Traditional Islam began over 1,500 years ago and currently has around 1.6 billion followers. The word “Islam” actually means “submission to God.” Therefore, a Muslim is someone who strives to submit to God.
Islam has spread completely around the world. You can find Muslims in North and South America, Western Europe, Africa, the Middle East, and Asia. Their principal homelands lie in the area commonly referred to as the “10/40 Window” (between 10 degrees latitudinal north and 40 degrees latitudinal north ranging from the eastern side of North Africa to the western side of Asia). Majority of Muslims are Asian (60%) and the rest are Arab (22%) sub-Sahara African (12%) and Eastern European (5%) .
Islam was founded in 610 A.D. by a man named Mohammed. During Mohammed’s time, polytheism reigned, and people were worshipping many gods at the same time. Mohammed had a vision from a being he thought to be an angel who told him, “There is only one God, and His name is Allah. Worship Him.”
Islam, at its core, is a religion based on faith, life, piety, freedom, religion, peace, and morality. Researcher Sohaib Sultan states: “Islam believes in a God of mercy, a scripture of mercy, and a Prophet who was sent as a mercy to all the world.”
ISIS began in 2003 as a “blowback” of the U.S. invasion and dysfunction of Iraq. In the earliest stage there were several Sunni extremist groups who were fighting back with the U.S. in hopes to provoke a civil war. The group, at that time, was called al Qaeda which was in Iraq with Abu Musab al-Zarqawi in command pledging allegiance to Osama bin Laden. Zarqawi was killed during a 2006 U.S. airstrike, but the group continued . ISIS is a post-al Qaeda terrorist group.
With over 30,000 fighters, ISIS holds territorial lands in both Syria and Iraq. It maintains an extensive military operation, controls communications, controls infrastructure, and funds itself. It can be said that ISIS is a pseudo-state which is led by their military.

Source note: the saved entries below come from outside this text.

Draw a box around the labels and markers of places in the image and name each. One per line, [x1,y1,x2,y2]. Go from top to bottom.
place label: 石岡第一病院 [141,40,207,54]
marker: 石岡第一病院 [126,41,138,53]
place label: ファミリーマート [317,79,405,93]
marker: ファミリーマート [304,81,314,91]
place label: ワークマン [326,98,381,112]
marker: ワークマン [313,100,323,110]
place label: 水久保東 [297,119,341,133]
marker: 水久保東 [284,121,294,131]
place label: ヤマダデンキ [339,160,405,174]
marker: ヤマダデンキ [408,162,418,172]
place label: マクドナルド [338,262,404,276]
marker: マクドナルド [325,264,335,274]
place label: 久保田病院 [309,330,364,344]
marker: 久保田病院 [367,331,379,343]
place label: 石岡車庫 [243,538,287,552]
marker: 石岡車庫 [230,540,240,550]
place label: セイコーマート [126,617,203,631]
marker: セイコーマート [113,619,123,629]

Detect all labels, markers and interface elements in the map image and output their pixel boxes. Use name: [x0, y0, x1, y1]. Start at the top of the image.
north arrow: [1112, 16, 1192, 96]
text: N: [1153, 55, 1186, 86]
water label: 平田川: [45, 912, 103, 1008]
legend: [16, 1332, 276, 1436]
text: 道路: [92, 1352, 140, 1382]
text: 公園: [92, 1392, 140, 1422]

The goal of ISIS is to control certain territories thereby creating a “pure” Sunni Islamist state that is governed by a strict interpretation of
Sharia Law. It also seeks to remove the political borders that the Western governments created in the Middle Eastern regions. ISIS seeks to become the sole political, military, and religious authority over all the Muslims in the world. ISIS core message is more about power and revenge than anything else.
Differences Between ISIS and Traditional Islam
In the first section of this paper we saw that traditional Islam is a relatively peaceful religion that stresses mercy and peace. This is significantly in conflict with the agenda of ISIS. Where do these two paths cross? What is the relationship between terrorist groups such as ISIS, Al Qaeda, Boko Haram, Al Shabab in Somalia, the Taliban with traditional Islam?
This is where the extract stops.